● THE PROBLEM
Keep the pictures out while you transcribe the listing below exactly.

● SUPPLIED DATA
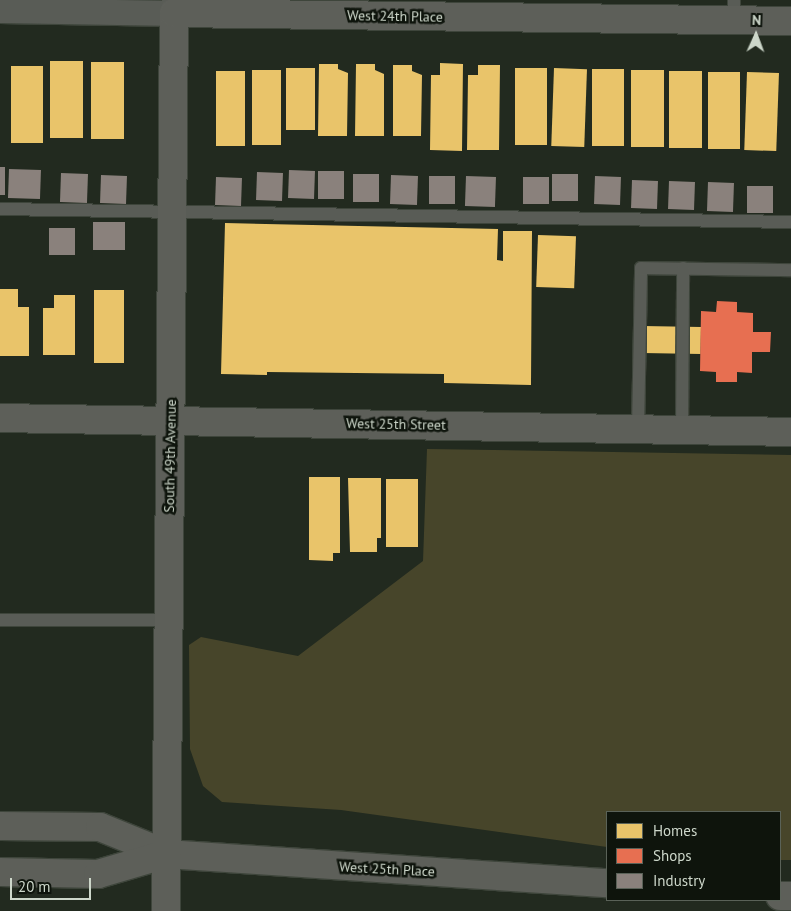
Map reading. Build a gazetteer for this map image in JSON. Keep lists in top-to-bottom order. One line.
{"streets":{"street":["West 24th Place","West 25th Street","South 49th Avenue","West 25th Place"]},"crossings":[["West 24th Place","South 49th Avenue"],["West 25th Street","South 49th Avenue"],["South 49th Avenue","West 25th Place"]],"legend":["Homes","Shops","Industry"],"scale_bar":"20 m","north":"top"}
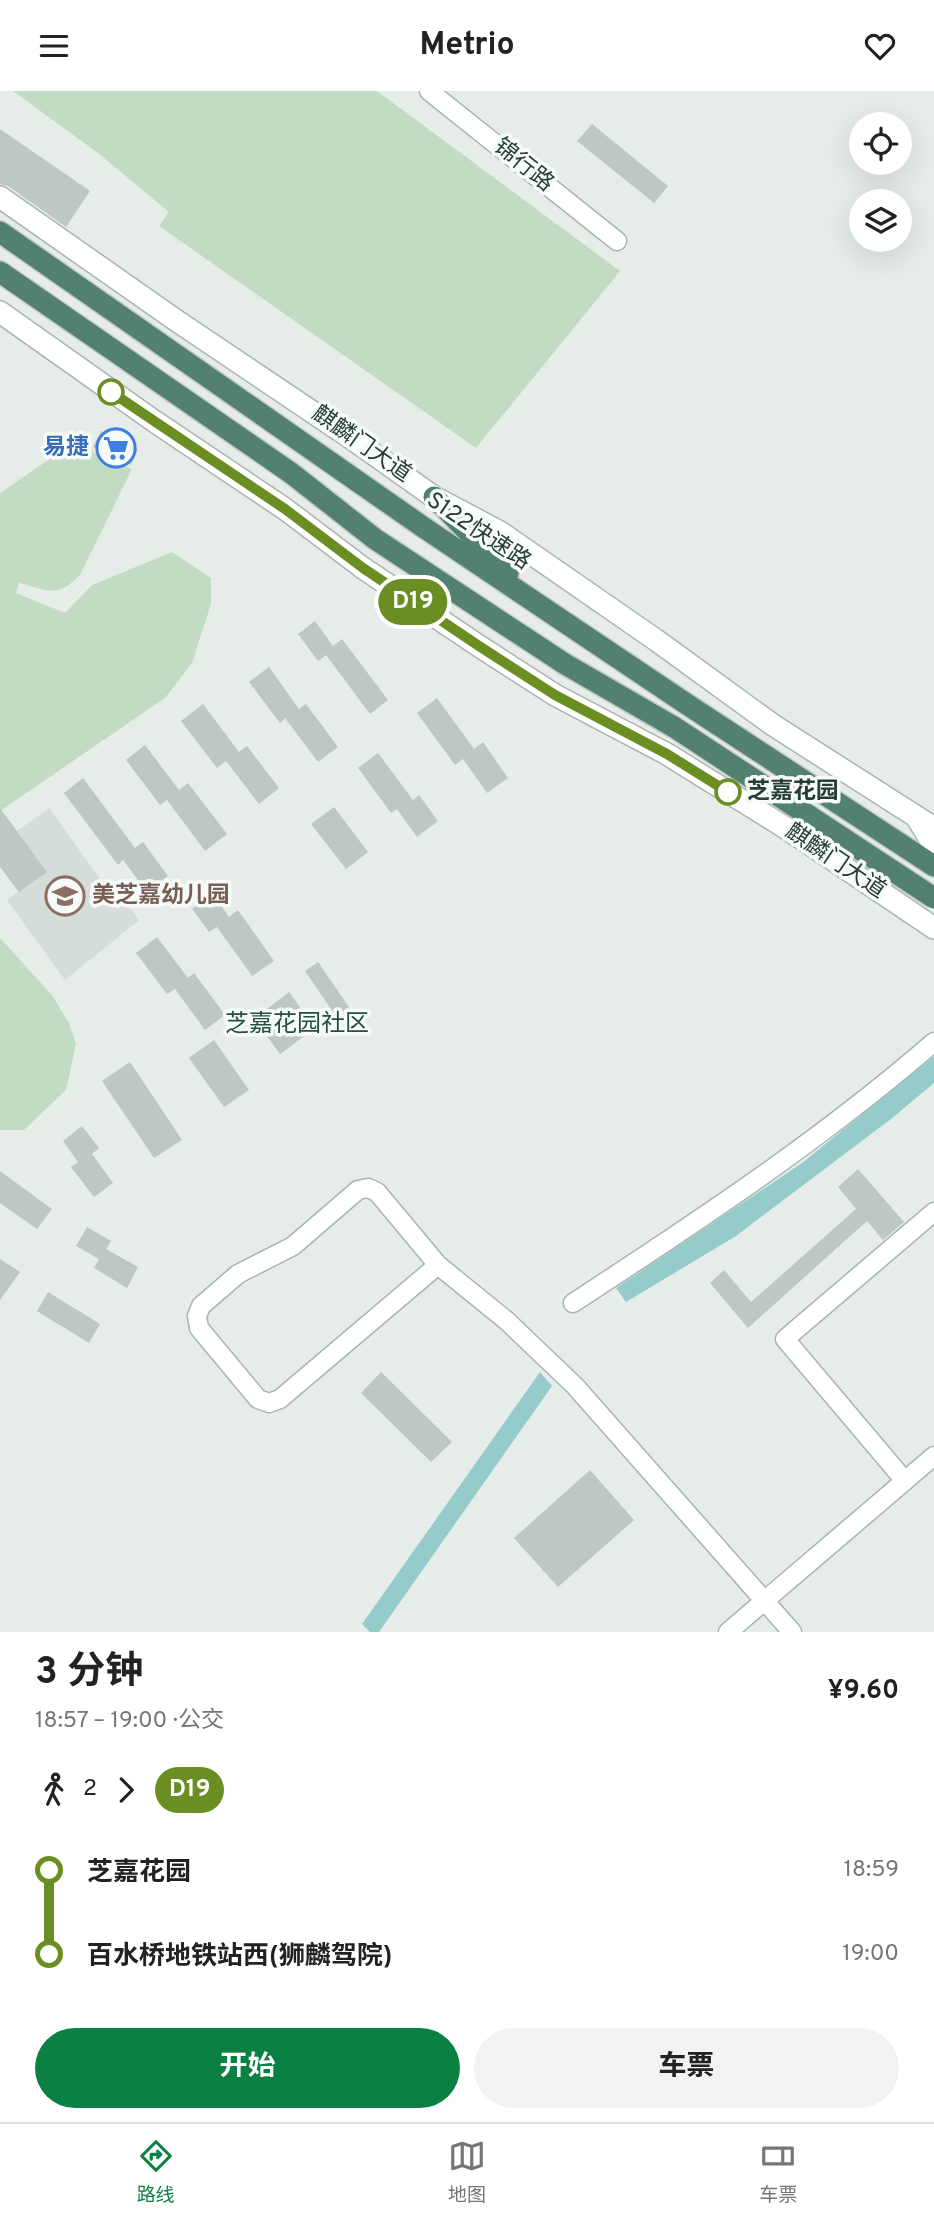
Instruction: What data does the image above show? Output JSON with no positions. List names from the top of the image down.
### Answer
{
  "streets": {
    "highway": ["S122快速路"],
    "street": ["锦行路", "麒麟门大道"]
  },
  "districts": ["芝嘉花园社区"],
  "places": {
    "supermarket": ["易捷"],
    "other": ["芝嘉花园"],
    "school or university": ["美芝嘉幼儿园"]
  },
  "lines": ["bus line D19"],
  "page": {
    "header": "Metrio",
    "on_map": "D19",
    "heading": ["3 分钟", "18:57 – 19:00 · 公交", "¥9.60"],
    "legs": ["2", "D19"],
    "list": [
      {
        "name": "芝嘉花园",
        "value": "18:59"
      },
      {
        "name": "百水桥地铁站西(狮麟驾院)",
        "value": "19:00"
      }
    ],
    "buttons": ["开始", "车票"],
    "tabs": ["路线", "地图", "车票"]
  }
}
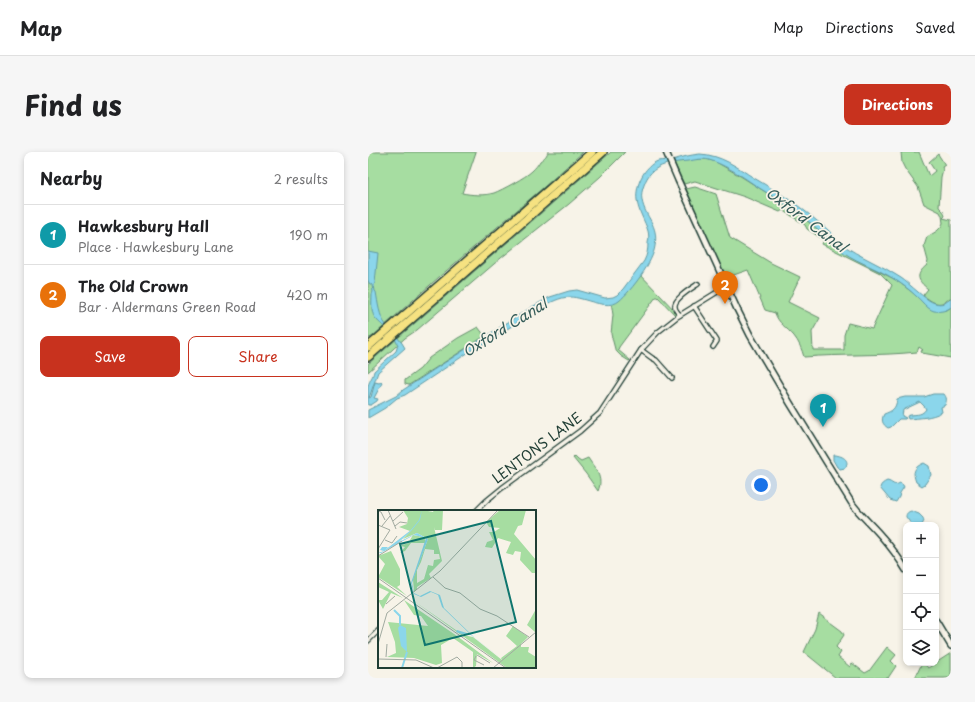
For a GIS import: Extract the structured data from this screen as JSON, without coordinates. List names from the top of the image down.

● WRITTEN REPLY
Map reading. Build a gazetteer for this map image in JSON. Keep lists in top-to-bottom order. One line.
{"streets":{"street":["West 24th Place","West 25th Street","South 49th Avenue","West 25th Place"]},"crossings":[["West 24th Place","South 49th Avenue"],["West 25th Street","South 49th Avenue"],["South 49th Avenue","West 25th Place"]],"legend":["Homes","Shops","Industry"],"scale_bar":"20 m","north":"top"}
Instruction: What data does the image above show? Output JSON with no positions. List names from the top of the image down.
### Answer
{
  "streets": {
    "highway": ["S122快速路"],
    "street": ["锦行路", "麒麟门大道"]
  },
  "districts": ["芝嘉花园社区"],
  "places": {
    "supermarket": ["易捷"],
    "other": ["芝嘉花园"],
    "school or university": ["美芝嘉幼儿园"]
  },
  "lines": ["bus line D19"],
  "page": {
    "header": "Metrio",
    "on_map": "D19",
    "heading": ["3 分钟", "18:57 – 19:00 · 公交", "¥9.60"],
    "legs": ["2", "D19"],
    "list": [
      {
        "name": "芝嘉花园",
        "value": "18:59"
      },
      {
        "name": "百水桥地铁站西(狮麟驾院)",
        "value": "19:00"
      }
    ],
    "buttons": ["开始", "车票"],
    "tabs": ["路线", "地图", "车票"]
  }
}
For a GIS import: Extract the structured data from this screen as JSON, without coordinates. List names from the top of the image down.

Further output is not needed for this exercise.